## ASSIGNMENT
State how many lines in these records contain the word "they", and nothing else.

━━━━━━━━━━━━━━━━━━━━━━━━━━━━━━

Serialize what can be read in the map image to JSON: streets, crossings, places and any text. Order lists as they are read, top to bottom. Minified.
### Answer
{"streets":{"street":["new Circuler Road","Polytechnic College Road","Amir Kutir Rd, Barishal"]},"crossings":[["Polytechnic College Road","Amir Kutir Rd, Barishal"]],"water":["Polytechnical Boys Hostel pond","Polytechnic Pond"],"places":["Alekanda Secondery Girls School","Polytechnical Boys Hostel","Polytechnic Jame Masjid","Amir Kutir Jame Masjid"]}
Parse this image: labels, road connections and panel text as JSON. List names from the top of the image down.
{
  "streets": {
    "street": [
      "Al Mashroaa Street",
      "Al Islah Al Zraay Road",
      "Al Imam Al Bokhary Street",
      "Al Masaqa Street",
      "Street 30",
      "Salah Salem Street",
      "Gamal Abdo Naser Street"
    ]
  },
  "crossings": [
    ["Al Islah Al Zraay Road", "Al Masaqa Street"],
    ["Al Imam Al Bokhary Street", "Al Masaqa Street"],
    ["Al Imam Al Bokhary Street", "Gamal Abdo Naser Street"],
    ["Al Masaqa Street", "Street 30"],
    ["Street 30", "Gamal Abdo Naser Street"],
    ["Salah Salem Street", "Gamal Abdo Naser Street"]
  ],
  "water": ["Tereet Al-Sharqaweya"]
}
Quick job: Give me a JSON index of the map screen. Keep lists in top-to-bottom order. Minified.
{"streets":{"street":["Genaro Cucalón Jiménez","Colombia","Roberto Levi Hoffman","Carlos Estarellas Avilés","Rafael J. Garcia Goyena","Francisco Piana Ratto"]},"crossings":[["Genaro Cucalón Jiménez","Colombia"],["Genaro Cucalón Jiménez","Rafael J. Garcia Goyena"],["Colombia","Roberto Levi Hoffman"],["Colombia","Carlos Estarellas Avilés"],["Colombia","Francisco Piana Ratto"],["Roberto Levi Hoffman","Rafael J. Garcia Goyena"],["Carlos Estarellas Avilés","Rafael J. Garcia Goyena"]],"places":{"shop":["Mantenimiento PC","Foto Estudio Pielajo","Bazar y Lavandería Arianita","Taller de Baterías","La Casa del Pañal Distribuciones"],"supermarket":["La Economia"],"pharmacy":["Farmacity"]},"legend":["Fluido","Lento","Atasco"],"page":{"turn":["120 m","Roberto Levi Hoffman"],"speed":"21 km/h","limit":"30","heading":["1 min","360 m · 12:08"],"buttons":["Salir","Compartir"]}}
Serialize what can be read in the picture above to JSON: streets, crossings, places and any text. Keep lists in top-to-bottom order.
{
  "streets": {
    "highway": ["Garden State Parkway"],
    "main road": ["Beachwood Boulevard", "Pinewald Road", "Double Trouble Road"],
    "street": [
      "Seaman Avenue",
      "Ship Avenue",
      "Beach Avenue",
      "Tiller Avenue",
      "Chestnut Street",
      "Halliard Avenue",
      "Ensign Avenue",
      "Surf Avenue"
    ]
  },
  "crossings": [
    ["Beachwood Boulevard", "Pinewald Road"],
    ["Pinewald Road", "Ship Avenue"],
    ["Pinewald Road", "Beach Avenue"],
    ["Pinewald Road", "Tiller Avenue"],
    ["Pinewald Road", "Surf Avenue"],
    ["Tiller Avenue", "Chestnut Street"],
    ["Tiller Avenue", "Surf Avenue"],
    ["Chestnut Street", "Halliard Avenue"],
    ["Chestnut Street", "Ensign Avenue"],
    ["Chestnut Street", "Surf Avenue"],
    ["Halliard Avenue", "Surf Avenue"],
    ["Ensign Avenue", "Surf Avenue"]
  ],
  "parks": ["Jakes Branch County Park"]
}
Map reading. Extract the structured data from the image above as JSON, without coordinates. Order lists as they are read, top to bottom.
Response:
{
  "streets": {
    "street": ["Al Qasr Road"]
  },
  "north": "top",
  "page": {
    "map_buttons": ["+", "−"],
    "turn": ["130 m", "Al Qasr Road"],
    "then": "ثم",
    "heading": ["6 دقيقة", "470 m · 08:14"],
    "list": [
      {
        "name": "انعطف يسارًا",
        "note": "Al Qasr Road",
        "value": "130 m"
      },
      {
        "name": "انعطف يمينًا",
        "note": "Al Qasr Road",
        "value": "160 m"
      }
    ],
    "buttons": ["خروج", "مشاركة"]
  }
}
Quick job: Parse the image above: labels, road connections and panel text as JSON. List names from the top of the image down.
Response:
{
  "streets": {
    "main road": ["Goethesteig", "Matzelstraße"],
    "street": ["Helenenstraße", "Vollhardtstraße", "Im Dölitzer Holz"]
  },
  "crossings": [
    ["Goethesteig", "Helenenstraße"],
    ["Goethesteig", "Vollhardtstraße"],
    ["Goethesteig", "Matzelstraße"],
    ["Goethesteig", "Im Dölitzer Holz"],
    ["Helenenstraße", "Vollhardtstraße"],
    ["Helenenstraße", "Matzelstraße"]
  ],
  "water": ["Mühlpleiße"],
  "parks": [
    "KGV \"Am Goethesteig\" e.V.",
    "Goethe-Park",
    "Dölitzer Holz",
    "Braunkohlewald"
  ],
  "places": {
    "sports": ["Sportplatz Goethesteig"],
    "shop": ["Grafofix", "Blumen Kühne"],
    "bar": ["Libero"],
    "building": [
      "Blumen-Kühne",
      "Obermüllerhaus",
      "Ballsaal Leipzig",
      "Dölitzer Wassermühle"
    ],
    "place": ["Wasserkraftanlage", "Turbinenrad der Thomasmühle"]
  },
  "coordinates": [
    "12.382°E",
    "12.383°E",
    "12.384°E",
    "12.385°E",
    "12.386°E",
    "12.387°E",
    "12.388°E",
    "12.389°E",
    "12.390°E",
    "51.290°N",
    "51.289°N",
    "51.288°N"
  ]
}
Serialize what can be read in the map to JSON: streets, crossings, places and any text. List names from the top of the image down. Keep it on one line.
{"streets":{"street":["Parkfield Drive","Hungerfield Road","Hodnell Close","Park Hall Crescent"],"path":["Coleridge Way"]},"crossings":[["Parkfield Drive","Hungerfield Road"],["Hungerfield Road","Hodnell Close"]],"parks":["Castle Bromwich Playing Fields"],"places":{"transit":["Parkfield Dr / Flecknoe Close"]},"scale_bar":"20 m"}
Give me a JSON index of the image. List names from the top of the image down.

━━━━━━━━━━━━━━━━━━━━━━━━━━━━━━

## ANSWER TO THIS PROBLEM
2